Художник воздавал честь другому художнику. Здесь, в доме Фонсеки, царило Искусство.
Потом поднялся поэт Луис Велес де Гевара, известный автор «Хромого Беса». Он, как и дон Пачеко, сложил сонет:
Скажи: портреты видим или души?
Изображенье короля неповторимо,
Как будто ожил мертвый холст.
Поднялся третий поэт — Херонимо Гонсалес де Вильянуэва.
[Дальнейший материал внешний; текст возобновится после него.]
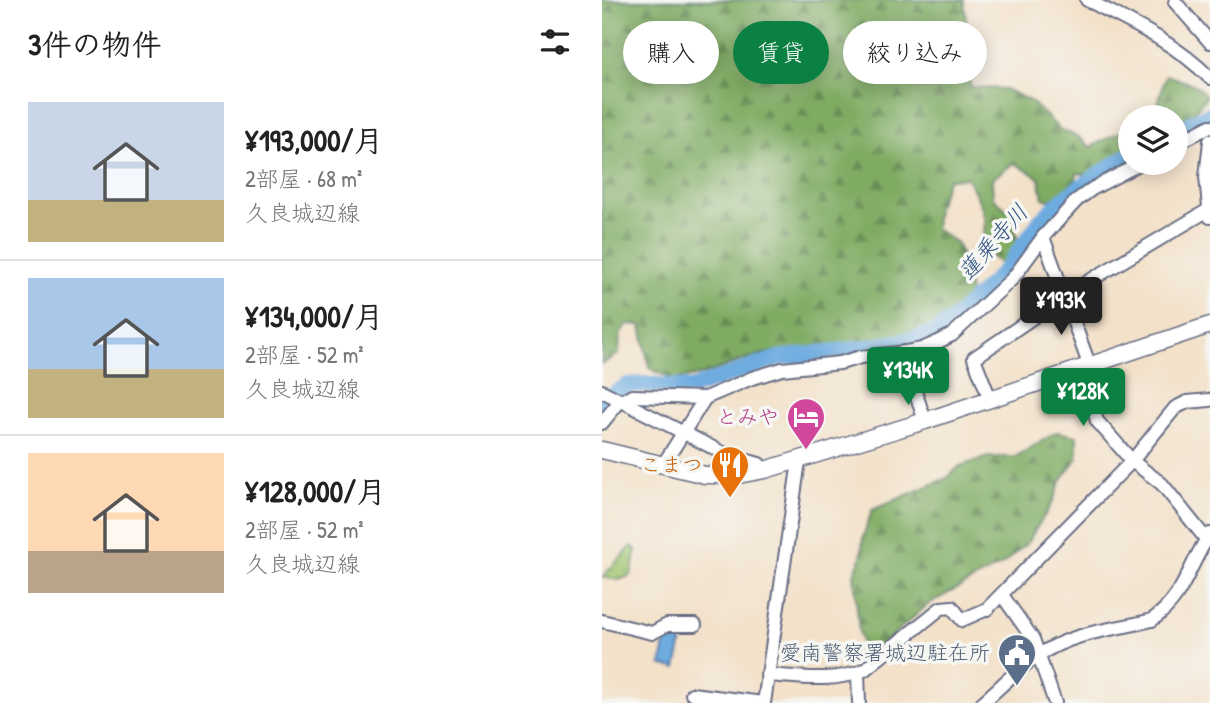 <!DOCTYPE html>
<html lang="ja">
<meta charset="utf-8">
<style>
body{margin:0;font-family:"Patrick Hand","Klee One",sans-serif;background:#f6f6f6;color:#222;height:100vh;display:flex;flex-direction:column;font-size:26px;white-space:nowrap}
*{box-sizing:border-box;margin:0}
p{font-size:23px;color:#767676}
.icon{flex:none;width:38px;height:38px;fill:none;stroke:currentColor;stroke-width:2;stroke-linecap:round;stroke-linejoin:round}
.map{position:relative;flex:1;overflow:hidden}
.drawer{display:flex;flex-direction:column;background:#fff;width:602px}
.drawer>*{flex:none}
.top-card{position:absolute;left:21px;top:21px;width:481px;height:63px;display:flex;gap:14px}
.fabs{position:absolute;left:516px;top:105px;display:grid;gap:14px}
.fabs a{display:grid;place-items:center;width:70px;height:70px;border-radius:50%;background:#fff;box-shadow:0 4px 18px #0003;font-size:35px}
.price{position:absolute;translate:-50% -60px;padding:0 16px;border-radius:7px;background:#0b8043;color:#fff;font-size:23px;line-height:46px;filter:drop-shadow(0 2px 4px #0008)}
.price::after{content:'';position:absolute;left:50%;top:42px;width:21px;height:16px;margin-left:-10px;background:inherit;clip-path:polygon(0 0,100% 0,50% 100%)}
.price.active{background:#222;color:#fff}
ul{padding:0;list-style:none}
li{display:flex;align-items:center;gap:21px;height:175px;padding:0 28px}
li+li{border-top:2px solid #e0e0e0}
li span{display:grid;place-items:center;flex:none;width:196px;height:140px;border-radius:0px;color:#555}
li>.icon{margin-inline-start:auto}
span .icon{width:84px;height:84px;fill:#fffc;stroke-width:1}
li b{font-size:30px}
h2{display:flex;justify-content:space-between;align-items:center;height:84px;padding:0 28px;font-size:30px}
.pill{padding:0 24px;border-radius:32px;background:#fff;box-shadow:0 4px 18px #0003;font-size:24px;line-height:63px}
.pill.active{background:#0b8043;color:#fff}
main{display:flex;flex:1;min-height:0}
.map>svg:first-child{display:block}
.grass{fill:url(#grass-dots);stroke:#5d7a67;stroke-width:2}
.forest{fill:url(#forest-firs);stroke:#4d6d60;stroke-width:2}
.water{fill:#6eace0;stroke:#446e9f;stroke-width:2}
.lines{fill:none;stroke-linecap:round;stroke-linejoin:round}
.river{stroke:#6eace0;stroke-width:16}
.minor-casing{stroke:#676d83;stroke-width:16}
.major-casing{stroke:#676d83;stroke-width:19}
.minor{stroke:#fff;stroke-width:12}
.major{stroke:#fff;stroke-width:16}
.labels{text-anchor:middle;stroke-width:7;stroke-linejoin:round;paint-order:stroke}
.hotel-label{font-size:21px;fill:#b23c85;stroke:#f6f6f2;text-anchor:end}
.food-label{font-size:21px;fill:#c56008;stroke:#f6f6f2;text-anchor:end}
.service-label{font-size:21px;fill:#4e5e75;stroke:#f6f6f2;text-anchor:end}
.water-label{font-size:23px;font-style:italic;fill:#345485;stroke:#f6f6f2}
</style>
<main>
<section class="drawer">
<h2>3件の物件<svg class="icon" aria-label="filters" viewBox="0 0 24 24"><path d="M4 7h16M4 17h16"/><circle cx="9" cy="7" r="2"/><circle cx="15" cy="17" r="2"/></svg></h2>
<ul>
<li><span style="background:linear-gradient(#c9d6e8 70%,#c2b280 0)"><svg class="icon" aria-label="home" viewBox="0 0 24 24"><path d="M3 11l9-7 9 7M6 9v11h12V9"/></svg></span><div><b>¥193,000/月</b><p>2部屋 · 68 m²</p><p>久良城辺線</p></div></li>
<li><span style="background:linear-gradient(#a9c7e8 65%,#c2b280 0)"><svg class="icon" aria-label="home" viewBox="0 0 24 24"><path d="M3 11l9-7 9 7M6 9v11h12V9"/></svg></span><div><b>¥134,000/月</b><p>2部屋 · 52 m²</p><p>久良城辺線</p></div></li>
<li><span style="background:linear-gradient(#ffd9b3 70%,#b9a48a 0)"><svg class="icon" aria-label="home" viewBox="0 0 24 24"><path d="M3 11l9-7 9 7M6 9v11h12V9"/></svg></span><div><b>¥128,000/月</b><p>2部屋 · 52 m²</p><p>久良城辺線</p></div></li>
</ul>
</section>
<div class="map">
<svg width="608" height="703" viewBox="0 0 608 703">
<defs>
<pattern id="grass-dots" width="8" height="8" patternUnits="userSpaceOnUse" patternTransform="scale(1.75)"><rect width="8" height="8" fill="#9fc670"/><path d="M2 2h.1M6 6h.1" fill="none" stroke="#88aa63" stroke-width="1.8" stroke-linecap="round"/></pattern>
<pattern id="forest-firs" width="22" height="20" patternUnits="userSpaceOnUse" patternTransform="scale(1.75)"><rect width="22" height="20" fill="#7fab62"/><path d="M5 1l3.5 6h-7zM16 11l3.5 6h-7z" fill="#678c54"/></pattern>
</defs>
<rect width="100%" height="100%" fill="#f6f6f2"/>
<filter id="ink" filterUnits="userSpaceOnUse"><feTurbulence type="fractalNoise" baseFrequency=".0143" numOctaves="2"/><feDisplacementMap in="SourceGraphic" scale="14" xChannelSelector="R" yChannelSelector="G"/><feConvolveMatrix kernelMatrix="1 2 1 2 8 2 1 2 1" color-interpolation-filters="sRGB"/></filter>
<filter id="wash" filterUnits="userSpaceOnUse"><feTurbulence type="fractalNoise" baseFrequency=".00686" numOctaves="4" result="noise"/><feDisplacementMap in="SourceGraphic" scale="28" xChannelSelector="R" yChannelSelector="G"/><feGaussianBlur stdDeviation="1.57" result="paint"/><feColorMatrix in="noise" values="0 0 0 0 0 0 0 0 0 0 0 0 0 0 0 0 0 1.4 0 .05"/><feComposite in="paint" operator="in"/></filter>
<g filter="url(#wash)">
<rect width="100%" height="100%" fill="#f3e1c9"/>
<polygon class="grass" points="30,546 34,549 29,575 17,580 0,577"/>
<g class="forest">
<path d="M0,0H362L365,28L363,63L369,87L403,89L430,102L457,129L477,137L488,147L528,127V154L490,175L475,173L474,183L453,202L441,198L437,178L412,163L390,179L391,198L411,215L416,245L400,264L376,247C391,223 378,201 365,178L346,179L335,208L333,228L355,244L365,269L368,296L327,331L285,342L246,349L175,351L147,358L102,374L72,380L47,368L39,325L25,324L18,335L17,354L0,364Z"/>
<polygon points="564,75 593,85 605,96 586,120 574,127 574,117 546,117 555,106"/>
<polygon points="455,432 475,436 475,458 458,483 451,502 425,543 401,564 328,603 276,648 261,647 257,632 252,574 259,558 261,537 270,510 345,478 358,466 386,457 413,457"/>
</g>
<polygon class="water" points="65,634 81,637 74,668 59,665"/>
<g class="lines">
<g class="river">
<polyline points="574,130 608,114"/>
<polyline points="0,402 26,385 45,384 90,388 176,358 261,348 308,340 332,333 350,321 389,284 406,266 439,220 462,198 528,154"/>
</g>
</g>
</g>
<g filter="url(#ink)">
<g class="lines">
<defs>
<g id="minor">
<path d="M485,0C528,22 574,43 608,78"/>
<polyline points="573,2 608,42"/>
<polyline points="574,144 608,126"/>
<polyline points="608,217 604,177 608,141"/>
<polyline points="441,237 488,367"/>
<polyline points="304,352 309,379 323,421"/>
<polyline points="479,369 495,421 530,461 560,484 604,539"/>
<polyline points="0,391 125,455 157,464 163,470"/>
<polyline points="388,399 372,358 462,296 608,209"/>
<polyline points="0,423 18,401 30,396 103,398 150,378 180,369 238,363 259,357 304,352 320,349 336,342 350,335 411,278 441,237 475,200 490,189 539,163"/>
<polyline points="61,465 103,398"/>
<polyline points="400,595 431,639 453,703"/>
<polyline points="0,621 50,633 65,625 93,625"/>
<polyline points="256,673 257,703"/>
<path d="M165,675C197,677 232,683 262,670L339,608L350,607L360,620L385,609L530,461L573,408L585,402L608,400"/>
<polyline points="90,694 161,703"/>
<polyline points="162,703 197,461"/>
<path d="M380,703C402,684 423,661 449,648C480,631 516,629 550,620C584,596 586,565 608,534"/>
</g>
<polyline id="major" points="0,450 103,475 136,475 163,470 323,421 608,325"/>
</defs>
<use href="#minor" class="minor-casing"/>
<use href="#major" class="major-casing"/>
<use href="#minor" class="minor"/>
<use href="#major" class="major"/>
</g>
</g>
<defs>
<symbol id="hotel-pin" viewBox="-11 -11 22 30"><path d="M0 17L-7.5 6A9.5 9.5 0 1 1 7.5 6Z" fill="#d1479c" stroke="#f6f6f2"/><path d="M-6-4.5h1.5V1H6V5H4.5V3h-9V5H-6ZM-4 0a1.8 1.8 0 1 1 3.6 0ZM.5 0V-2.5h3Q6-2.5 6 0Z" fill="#fff"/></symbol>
<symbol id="restaurant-pin" viewBox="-11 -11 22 30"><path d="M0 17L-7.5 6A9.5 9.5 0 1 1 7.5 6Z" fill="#e8710a" stroke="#f6f6f2"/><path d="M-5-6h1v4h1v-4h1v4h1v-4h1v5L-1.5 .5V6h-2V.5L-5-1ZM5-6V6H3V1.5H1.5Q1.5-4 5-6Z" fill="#fff"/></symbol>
<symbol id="civic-pin" viewBox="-11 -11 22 30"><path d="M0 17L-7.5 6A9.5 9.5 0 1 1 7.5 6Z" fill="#5c6f8a" stroke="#f6f6f2"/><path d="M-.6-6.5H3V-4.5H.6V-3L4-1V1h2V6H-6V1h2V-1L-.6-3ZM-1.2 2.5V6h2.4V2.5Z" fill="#fff"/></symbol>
</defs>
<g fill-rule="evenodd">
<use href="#hotel-pin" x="182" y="395" width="44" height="60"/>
<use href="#restaurant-pin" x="106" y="443" width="44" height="60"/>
<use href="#civic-pin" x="393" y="631" width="44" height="60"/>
</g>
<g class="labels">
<g class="hotel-label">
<text x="177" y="424">とみや</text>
</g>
<g class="food-label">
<text x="101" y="472">こまつ</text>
</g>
<g class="service-label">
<text x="388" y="660">愛南警察署城辺駐在所</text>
</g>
<g class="water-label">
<text transform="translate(391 242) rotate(-49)" y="8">蓮乗寺川</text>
</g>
</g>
</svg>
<div class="fabs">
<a><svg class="icon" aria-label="layers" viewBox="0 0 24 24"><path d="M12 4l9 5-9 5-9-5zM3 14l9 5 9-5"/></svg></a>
</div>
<b class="price active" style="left:459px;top:337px">¥193K</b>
<b class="price" style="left:306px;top:407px">¥134K</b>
<b class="price" style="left:481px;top:428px">¥128K</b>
<div class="top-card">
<a class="pill">購入</a>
<a class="pill active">賃貸</a>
<a class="pill">絞り込み</a>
</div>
</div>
</main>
Он начал негромко:
Трепещут ивы, и прекрасные цветы
Струят свой аромат,
И трелями своими птицы
Ведут о мастерстве твоем рассказ,
И все живое на земле готово
Воздать хвалу тебе, Веласкес,
За диво дивное —
Творенье рук твоих…
Отзвучали слова хвалебных стихов, от души подаренных известными великому. А он, смущенный, все прижимал свою руку к сердцу, которое гулко билось, преисполненное благодарности.
Награда Филиппа IV была поистине королевской. На следующий день художнику выдали из казны 300 дукатов наградных и разрешение на пансион. Ему предложили переехать на новую квартиру, стоимость которой — 200 дукатов в год — оплачивалась тоже казною. Кроме того, на имя святейшего папы Урбана VIII в Рим было отправлено прошение разрешить выделять королевскому художнику по 300 дукатов с дохода прихода, в котором он жил. Святой отец дал свое согласие.
Но разве деньгами и почестями можно оценить гениальность?